FBI analyzing new explosive from Al Qaeda
WASHINGTON — The FBI is analyzing a sophisticated explosive device, similar to the underwear bomb used in an attempt to blow up a passenger jet over Detroit in 2009, that U.S. officials believe was built by Al Qaeda’s affiliate in Yemen in an effort to target Western aircraft.
U.S. officials said Monday that no one was captured by U.S. agencies as part of the operation. The officials emphasized that they found no sign of an active plot to use the new bomb design against U.S. aviation or U.S.-bound jetliners.
The device was given to the CIA by a government outside Yemen, officials said. The White House said President Obama was informed of the discovery in April by John Brennan, his top counter-terrorism advisor, and was assured it “did not pose a threat to the public.”
Despite the timing, U.S. officials said they did not believe the device was to be used to mark the first anniversary last week of the killing of Osama bin Laden, or the start ofU.S. military tribunal proceedings against five men accused of orchestrating the terrorist attacks of Sept. 11, 2001.
“At no time was this a viable plot,” said a U.S. official who was not authorized to be quoted discussing the matter.
Instead, U.S. officials said, the discovery demonstrates Al Qaeda’s continued interest in designing a bomb that can be smuggled through ever-tighter airport security, including body imaging machines, to bring down a passenger jet.

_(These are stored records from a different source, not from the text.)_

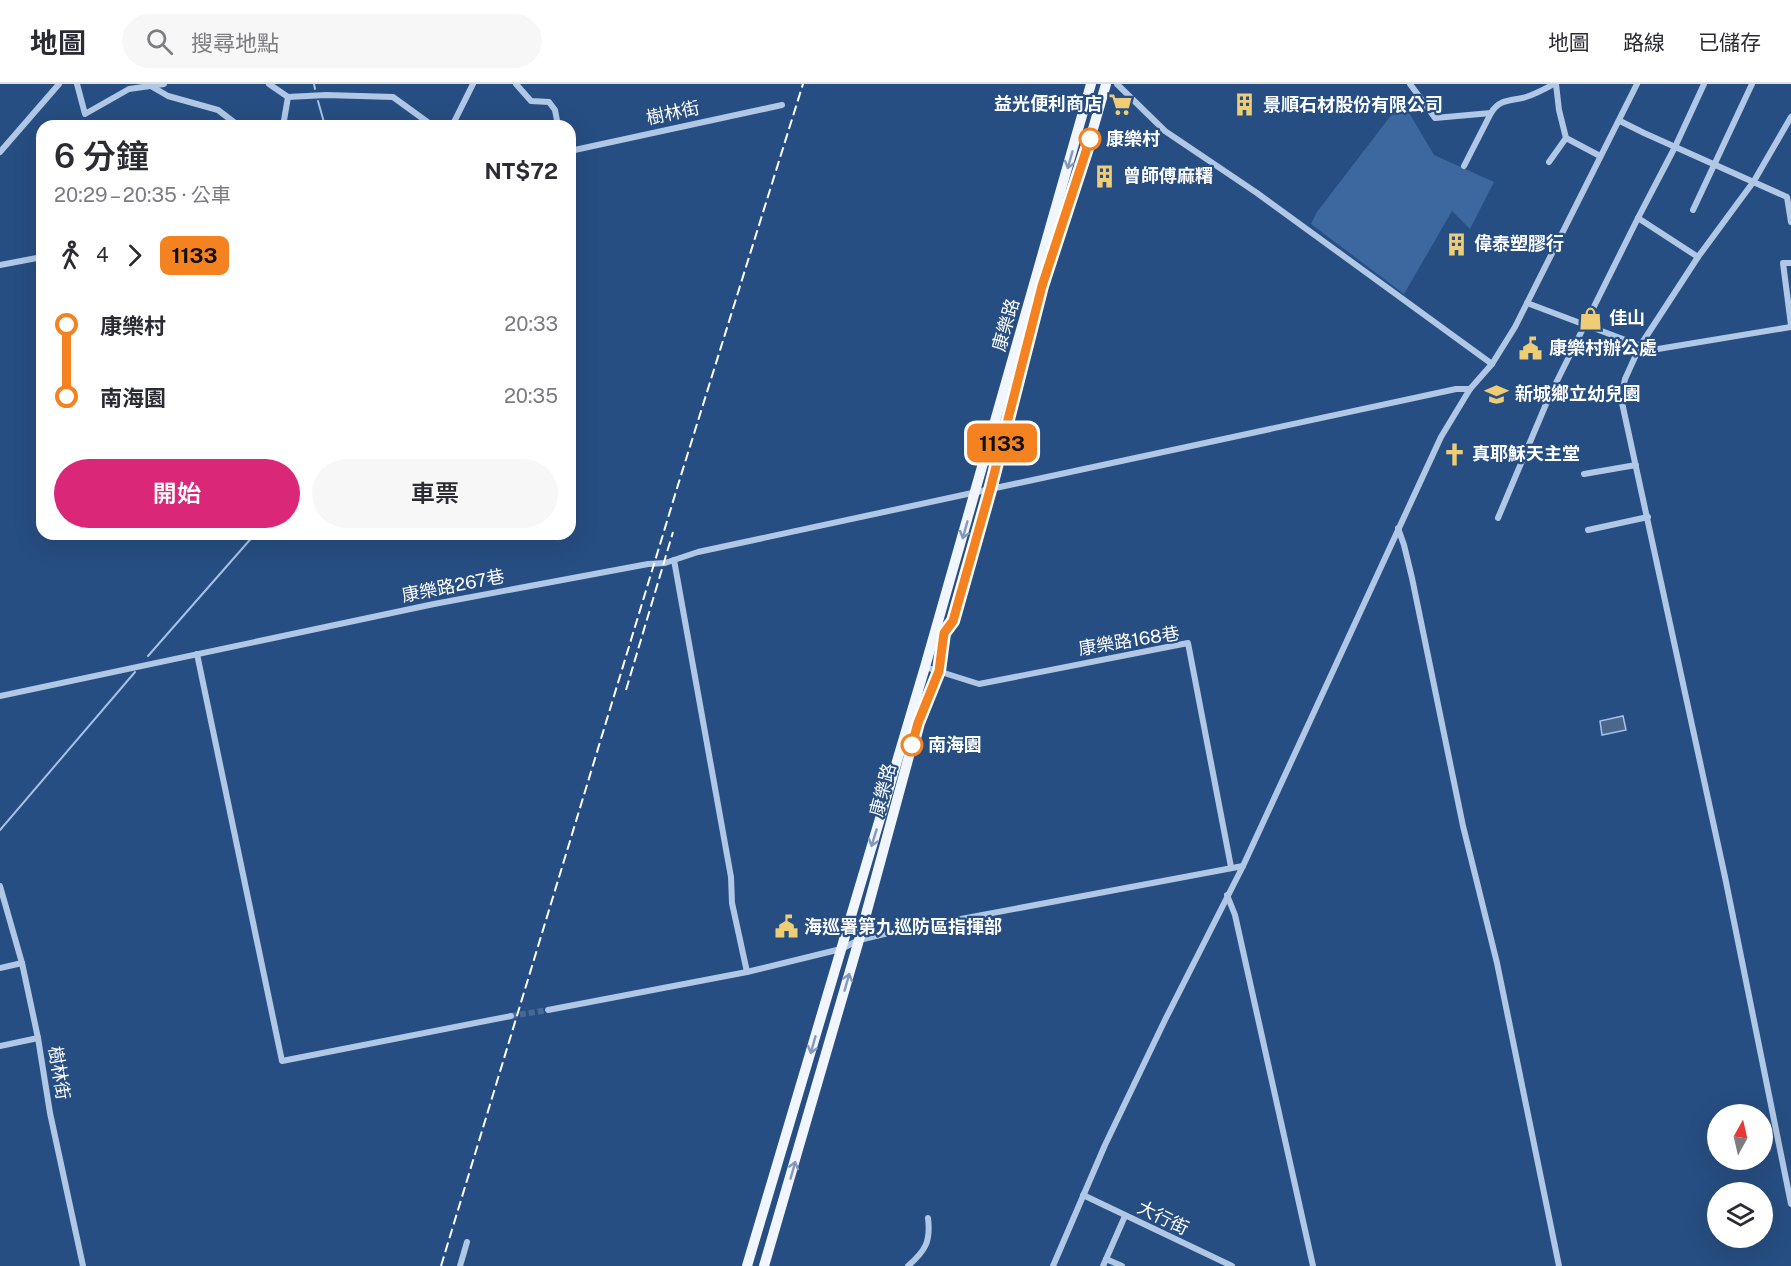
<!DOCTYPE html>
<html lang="zh-TW">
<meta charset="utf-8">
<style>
body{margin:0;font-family:"Public Sans","Noto Sans TC",sans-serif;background:#f7f7f7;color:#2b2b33;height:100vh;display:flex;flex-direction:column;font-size:22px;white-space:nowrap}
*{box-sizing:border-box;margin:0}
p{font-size:20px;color:#7c7c81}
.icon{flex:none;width:33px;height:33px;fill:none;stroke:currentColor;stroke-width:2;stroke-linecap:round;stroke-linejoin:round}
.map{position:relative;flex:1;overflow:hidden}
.details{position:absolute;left:36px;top:36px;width:540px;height:420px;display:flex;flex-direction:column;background:#fff;border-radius:18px;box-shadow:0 6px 24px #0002}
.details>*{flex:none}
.badge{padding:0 12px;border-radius:9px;font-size:21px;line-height:39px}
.needle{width:39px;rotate:8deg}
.tools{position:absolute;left:1707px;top:1020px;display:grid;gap:12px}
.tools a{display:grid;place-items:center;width:66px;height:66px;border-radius:50%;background:#fff;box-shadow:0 6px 24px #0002;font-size:30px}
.map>.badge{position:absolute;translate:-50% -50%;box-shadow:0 0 0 3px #fff}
.legs{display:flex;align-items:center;gap:9px;height:66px;padding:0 18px;font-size:20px}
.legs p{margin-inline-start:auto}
.overview{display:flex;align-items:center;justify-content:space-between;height:102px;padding:0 18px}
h1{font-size:33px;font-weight:600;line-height:45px}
.cta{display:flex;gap:12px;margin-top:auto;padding:12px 18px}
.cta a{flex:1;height:69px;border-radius:36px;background:#db2777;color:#fff;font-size:24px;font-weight:600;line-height:69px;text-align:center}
.cta a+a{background:#f7f7f7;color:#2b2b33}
ul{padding:0 18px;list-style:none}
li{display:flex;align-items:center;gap:21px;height:72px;font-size:22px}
li i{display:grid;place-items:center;width:9px;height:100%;margin:0 8px;background:currentColor}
li i::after{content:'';width:15px;height:15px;margin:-8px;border:4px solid;border-radius:50%;background:#fff}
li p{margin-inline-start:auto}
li:first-child i{background:linear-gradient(#0000 50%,currentColor 0)}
li:last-child i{background:linear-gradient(currentColor 50%,#0000 0)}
header{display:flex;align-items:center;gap:36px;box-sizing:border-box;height:84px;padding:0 30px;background:#fff;border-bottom:2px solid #e1e1e2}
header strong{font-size:28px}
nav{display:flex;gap:33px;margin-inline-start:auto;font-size:21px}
.search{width:420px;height:54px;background:#f7f7f7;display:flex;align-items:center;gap:15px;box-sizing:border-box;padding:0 21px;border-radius:33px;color:#7c7c81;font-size:22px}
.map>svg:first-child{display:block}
</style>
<header>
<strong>地圖</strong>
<div class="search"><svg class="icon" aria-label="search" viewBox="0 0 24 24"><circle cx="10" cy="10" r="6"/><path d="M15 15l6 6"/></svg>搜尋地點</div>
<nav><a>地圖</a><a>路線</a><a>已儲存</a></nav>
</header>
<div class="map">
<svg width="1791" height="1182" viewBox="0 0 1791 1182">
<rect width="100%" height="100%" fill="#274e82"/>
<!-- green -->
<polygon fill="#3c679f" points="1402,17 1434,71 1494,98 1470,145 1452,127 1404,210 1311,140 1317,128"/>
<!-- water -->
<polygon fill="#4c678c" stroke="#a4c2e7" stroke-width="1.5" points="1623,632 1626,646 1602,651 1600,637"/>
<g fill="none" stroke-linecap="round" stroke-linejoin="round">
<!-- stream -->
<g stroke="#a4c2e7" stroke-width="2">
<polyline points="314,0 315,5"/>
<polyline points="318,17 325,42"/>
<polyline points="148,572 255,450"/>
<polyline points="0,746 135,588"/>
</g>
<!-- minor-tunnel -->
<polyline stroke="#476995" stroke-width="6" stroke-dasharray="6 3" stroke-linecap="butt" points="511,932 548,926"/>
<!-- minor -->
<g stroke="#b0c8e6" stroke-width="6">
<polyline points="77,0 85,30 129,5 164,0"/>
<polyline points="269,0 288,13"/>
<polyline points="516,0 531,17 549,18 555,26 558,42"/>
<polyline points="1117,0 1165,47 1257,109 1492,280"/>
<path d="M1410,0L1435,34L1491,29C1500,14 1513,17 1526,13C1536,10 1545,5 1554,0"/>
<polyline points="1556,0 1559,26 1566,54 1600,72"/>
<polyline points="149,1 168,12 218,26 239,42"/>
<polyline points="1791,33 1754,97 1698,173 1640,262 1625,295 1621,314 1725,793 1791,1120"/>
<polyline points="1620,37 1644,49 1787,113 1791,138"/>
<polyline points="283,42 288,13 326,11 393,13 433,42"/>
<polyline points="448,42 453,40 473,0"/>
<polyline points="570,67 782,21"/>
<polyline points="0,68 59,0"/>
<polyline points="1549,78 1566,54"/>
<polyline points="1464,82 1491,29"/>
<polyline points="1693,126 1752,0"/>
<polyline points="1638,134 1698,173"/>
<polyline points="1791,179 1783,179 1791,241"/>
<polyline points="0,181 42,173"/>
<polyline points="1527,219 1652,266 1791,243"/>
<polyline points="1584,390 1636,381"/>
<polyline points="1498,434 1549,313 1638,134 1675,63 1704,0"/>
<polyline points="1398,444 1404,461 1412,494 1463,742 1497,879 1559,1182"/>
<polyline points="1588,446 1648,433"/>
<polyline points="674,476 731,793 732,819 747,888"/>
<polyline points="197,570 282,977 511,932"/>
<polyline points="925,583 979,600 1188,559 1231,783"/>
<path d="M0,612L434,520L648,480L665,479L698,468C950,413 1203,360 1456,305H1470"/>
<polyline points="0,802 22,879 38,954 50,1029 83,1182"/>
<polyline points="1227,811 1235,831 1313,1182"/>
<polyline points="0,884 22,879"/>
<polyline points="548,926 747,888 841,865 859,856 897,847 1243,782"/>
<polyline points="0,962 38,954"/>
<polyline points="1083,1111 1232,1182"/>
<polyline points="1106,1175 1122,1182"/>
<polyline points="460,1182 467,1158"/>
<path d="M908,1182C925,1167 931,1158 928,1134"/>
<polyline points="1053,1182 1105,1061 1165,936 1243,782 1441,353 1470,305 1492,280 1515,243 1637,0"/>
<polyline points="1103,1182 1125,1132"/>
</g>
<!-- primary -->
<g stroke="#f1f5fd" stroke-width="10">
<polyline points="747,1182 925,583 1091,0"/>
<polyline points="764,1182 859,856 918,639 939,587 943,549 953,537 990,406 1042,202 1084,76 1106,0"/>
</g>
<!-- rail -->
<g stroke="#fff" stroke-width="2" stroke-dasharray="10 4.5" stroke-linecap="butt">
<polyline points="626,606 673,448"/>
<polyline points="441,1182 678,401 803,0"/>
</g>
</g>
<!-- one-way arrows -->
<defs><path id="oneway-shaft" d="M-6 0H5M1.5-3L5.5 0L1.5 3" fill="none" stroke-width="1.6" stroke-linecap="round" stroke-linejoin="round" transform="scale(1.5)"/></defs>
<g stroke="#8299b9">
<use href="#oneway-shaft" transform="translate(1070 76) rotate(106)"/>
<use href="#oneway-shaft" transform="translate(965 446) rotate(106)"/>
<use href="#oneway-shaft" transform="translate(874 754) rotate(107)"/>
<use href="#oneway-shaft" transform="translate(847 898) rotate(-74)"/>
<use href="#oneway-shaft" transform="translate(813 961) rotate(106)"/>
<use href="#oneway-shaft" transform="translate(793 1086) rotate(-74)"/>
</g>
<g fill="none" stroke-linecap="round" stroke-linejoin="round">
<defs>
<polyline id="line-1" points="912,661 918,639 939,587 944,549 953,537 990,406 1042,202 1090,55"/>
</defs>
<!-- line-1 casing -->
<use href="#line-1" stroke="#fff" stroke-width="14"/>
<!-- line-1 -->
<use href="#line-1" stroke="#f58220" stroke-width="9"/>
</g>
<!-- icons -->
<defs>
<symbol id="supermarket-bare" viewBox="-9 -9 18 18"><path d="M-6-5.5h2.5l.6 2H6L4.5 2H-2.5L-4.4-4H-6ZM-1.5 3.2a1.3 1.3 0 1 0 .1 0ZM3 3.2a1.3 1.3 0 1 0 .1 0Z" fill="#eecd76" stroke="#274e82" stroke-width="2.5" paint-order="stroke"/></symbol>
<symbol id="building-bare" viewBox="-9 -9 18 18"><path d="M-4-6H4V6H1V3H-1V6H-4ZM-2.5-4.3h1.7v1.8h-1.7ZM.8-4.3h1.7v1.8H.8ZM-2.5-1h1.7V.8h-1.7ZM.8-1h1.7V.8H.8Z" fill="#eecd76" stroke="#274e82" stroke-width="2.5" paint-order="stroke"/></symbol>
<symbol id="shop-bare" viewBox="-9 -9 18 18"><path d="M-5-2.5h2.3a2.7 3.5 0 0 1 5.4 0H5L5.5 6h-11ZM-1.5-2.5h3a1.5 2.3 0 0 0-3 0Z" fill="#eecd76" stroke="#274e82" stroke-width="2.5" paint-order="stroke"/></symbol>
<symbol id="civic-bare" viewBox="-9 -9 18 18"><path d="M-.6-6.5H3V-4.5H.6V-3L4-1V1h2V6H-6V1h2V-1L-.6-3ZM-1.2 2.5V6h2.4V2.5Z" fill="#eecd76" stroke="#274e82" stroke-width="2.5" paint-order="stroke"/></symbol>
<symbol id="school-bare" viewBox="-9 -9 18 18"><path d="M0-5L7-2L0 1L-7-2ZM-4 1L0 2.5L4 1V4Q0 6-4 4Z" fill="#eecd76" stroke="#274e82" stroke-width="2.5" paint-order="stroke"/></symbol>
<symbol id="church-bare" viewBox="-9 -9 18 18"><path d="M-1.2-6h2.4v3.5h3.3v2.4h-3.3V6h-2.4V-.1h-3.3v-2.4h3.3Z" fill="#eecd76" stroke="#274e82" stroke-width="2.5" paint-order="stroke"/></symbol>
</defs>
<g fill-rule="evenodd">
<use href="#supermarket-bare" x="1104" y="4" width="33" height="33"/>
<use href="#building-bare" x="1228" y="4" width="33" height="33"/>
<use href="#building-bare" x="1088" y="76" width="33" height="33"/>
<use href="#building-bare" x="1440" y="144" width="33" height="33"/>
<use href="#shop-bare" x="1574" y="218" width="33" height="33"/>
<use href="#civic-bare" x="1514" y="248" width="33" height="33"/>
<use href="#school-bare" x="1480" y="294" width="33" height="33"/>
<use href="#church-bare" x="1438" y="354" width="33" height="33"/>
<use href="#civic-bare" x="770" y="826" width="33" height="33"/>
</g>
<!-- markers -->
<g fill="#fff" stroke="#f58220" stroke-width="3">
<circle cx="1090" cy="55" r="10"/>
<circle cx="912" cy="661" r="10"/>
</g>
<g text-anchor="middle" stroke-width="4.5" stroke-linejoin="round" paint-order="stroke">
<!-- poi labels -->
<g font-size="18" font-weight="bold" fill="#fff" stroke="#274e82" text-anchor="start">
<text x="1102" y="26" text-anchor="end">益光便利商店</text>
<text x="1263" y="27">景順石材股份有限公司</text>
<text x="1123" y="98">曾師傅麻糬</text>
<text x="1474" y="166">偉泰塑膠行</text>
<text x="1609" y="240">佳山</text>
<text x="1549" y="270">康樂村辦公處</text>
<text x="1515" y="316">新城鄉立幼兒園</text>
<text x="1472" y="376">真耶穌天主堂</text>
<text x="804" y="849">海巡署第九巡防區指揮部</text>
</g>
<!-- street labels -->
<g font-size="18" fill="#fff" stroke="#274e82">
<text transform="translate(673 29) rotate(-12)" y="6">樹林街</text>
<text transform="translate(1006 241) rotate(-74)" y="6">康樂路</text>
<text transform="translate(453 502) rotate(-11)" y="6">康樂路267巷</text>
<text transform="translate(1129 557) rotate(-9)" y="6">康樂路168巷</text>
<text transform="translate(883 706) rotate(-75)" y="6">康樂路</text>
<text transform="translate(59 989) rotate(81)" y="6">樹林街</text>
<text transform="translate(1163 1134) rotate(26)" y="6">大行街</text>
</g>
<!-- stop labels -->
<g font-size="18" font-weight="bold" fill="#fff" stroke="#274e82" text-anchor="start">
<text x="1106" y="61">康樂村</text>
<text x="928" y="667">南海園</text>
</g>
</g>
</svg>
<div class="tools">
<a><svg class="needle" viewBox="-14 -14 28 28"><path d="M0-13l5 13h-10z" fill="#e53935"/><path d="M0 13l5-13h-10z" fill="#7c7c81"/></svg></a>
<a><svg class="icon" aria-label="layers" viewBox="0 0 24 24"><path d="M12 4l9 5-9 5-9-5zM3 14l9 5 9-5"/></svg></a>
</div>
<b class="badge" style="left:1002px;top:359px;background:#f58220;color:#111">1133</b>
<section class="details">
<div class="overview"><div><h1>6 分鐘</h1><p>20:29 – 20:35 · 公車</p></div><b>NT$72</b></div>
<div class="legs"><svg class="icon" aria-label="walk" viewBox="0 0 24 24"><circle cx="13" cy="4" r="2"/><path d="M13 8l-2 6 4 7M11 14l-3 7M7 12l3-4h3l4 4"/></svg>4<svg class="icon" aria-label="forward" viewBox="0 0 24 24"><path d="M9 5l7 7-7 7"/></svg><b class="badge" style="background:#f58220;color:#111">1133</b></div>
<ul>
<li><i style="color:#f58220"></i><b>康樂村</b><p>20:33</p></li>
<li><i style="color:#f58220"></i><b>南海園</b><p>20:35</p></li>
</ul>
<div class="cta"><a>開始</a><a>車票</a></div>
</section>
</div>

The device is “very similar” to bombs previously designed by Al Qaeda in the Arabian Peninsula, which is based in Yemen, in attempted attacks “against aircraft and for targeted assassinations,” the FBI said in a statement.
The device “has the hallmarks” of bombs used in a failed attempt to kill a senior Saudi security official, Muhammad bin Nayef, in August 2009, and in the failed plot to blow up a Northwest Airlines jetliner over Detroit on Christmas Day 2009, said a second U.S. official who would not be quoted by name discussing national security information.
But the latest bomb is an improved version, the official added, with a better detonation system.
“It is clear that AQAP is revamping its bomb techniques to try to avoid the causes of the failure of the 2009 device” over Detroit, the official said.
After an initial examination, the FBI concluded the device was probably built by Ibrahim Hassan Asiri, arguably the terrorist network’s most infamous and ambitious bomb maker. Asiri is known for using pentaerythritol tetranitrate, or PETN, and hiding bombs in imaginative ways.
Asiri’s bombs are a source of intense concern to Western security officials. PETN gives off relatively little vapor, making it more difficult to detect by bomb-sniffing dogs. Since it can be detonated without metal parts, it may pass through metal detectors without raising alarms.
Asiri’s fingerprint was found on the bomb hidden in the underwear of Umar Farouk Abdulmutallab in the Detroit case. The bomb in his pants fizzled but did not explode.
In February, a U.S. federal judge sentenced Abdulmutallab to life in prison without parole after he was convicted of attempted use of a weapon of mass destruction, attempted murder of 289 people and other crimes.
FBI bomb analysts believe Asiri also built bombs that were hidden in printer cartridges in October 2010 and shipped as air freight on cargo jets headed for the U.S. That plot was thwarted with the help of Saudi intelligence.
Sen. Dianne Feinstein (D-Calif.), chairwoman of the Senate Intelligence Committee, said Monday that the latest device was “of new design and very difficult to detect” by a metal detector.
National security officials said the device showed that Al Qaeda’s affiliate in Yemen remained determined to attack the United States and its allies.
“The device and the plot are consistent with what we know about AQAP’s plans, intentions and capabilities,” said a U.S. official who spoke on condition of anonymity when discussing classified information. “They remain committed to striking targets in Yemen, Saudi Arabia, the homeland, and Europe.”
The official added that Al Qaeda was “probably feeling pressure … to avenge the deaths” of Bin Laden and Anwar Awlaki, an American-born member of Al Qaeda who was targeted and killed by a U.S. drone strike in Yemen last fall.
The White House, which was accused by critics of trying to politicize the anniversary of Bin Laden’s death to help the president’s reelection campaign, rushed to reassure the public.
Caitlin Hayden, deputy spokeswoman for the National Security Council, said in a statement:
“While the president was assured that the device did not pose a threat to the public, he directed the Department of Homeland Security and law enforcement and intelligence agencies to take whatever steps necessary to guard against this type of attack.”